### [TO DO]
Show every line of the records below that contains the word "bottom".

[Saved entries]
----------

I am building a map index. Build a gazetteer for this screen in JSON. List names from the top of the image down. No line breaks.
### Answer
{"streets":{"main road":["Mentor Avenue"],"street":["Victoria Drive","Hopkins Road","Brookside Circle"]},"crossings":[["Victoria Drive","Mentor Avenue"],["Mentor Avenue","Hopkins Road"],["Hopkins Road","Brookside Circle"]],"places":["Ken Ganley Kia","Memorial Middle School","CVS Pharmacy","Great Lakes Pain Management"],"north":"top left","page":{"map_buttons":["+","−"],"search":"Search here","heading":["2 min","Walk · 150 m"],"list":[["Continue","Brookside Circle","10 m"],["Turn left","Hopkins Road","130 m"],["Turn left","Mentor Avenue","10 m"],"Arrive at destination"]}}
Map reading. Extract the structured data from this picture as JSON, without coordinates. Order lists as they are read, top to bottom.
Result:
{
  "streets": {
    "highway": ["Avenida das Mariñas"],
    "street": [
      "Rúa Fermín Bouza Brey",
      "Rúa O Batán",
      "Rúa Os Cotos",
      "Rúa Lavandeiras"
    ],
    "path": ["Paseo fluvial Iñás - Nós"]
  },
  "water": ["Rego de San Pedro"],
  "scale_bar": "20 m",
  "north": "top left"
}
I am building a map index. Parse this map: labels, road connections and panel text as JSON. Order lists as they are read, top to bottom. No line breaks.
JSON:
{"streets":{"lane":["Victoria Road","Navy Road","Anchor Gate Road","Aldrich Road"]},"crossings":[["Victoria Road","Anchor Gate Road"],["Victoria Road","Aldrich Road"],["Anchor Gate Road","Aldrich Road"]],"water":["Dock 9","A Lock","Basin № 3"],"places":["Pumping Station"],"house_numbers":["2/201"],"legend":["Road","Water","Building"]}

----------

### [ANSWER TO THE PROBLEM]
Map reading. Extract the structured data from this picture as JSON, without coordinates. Order lists as they are read, top to bottom.
I am building a map index. Parse this map: labels, road connections and panel text as JSON. Order lists as they are read, top to bottom. No line breaks.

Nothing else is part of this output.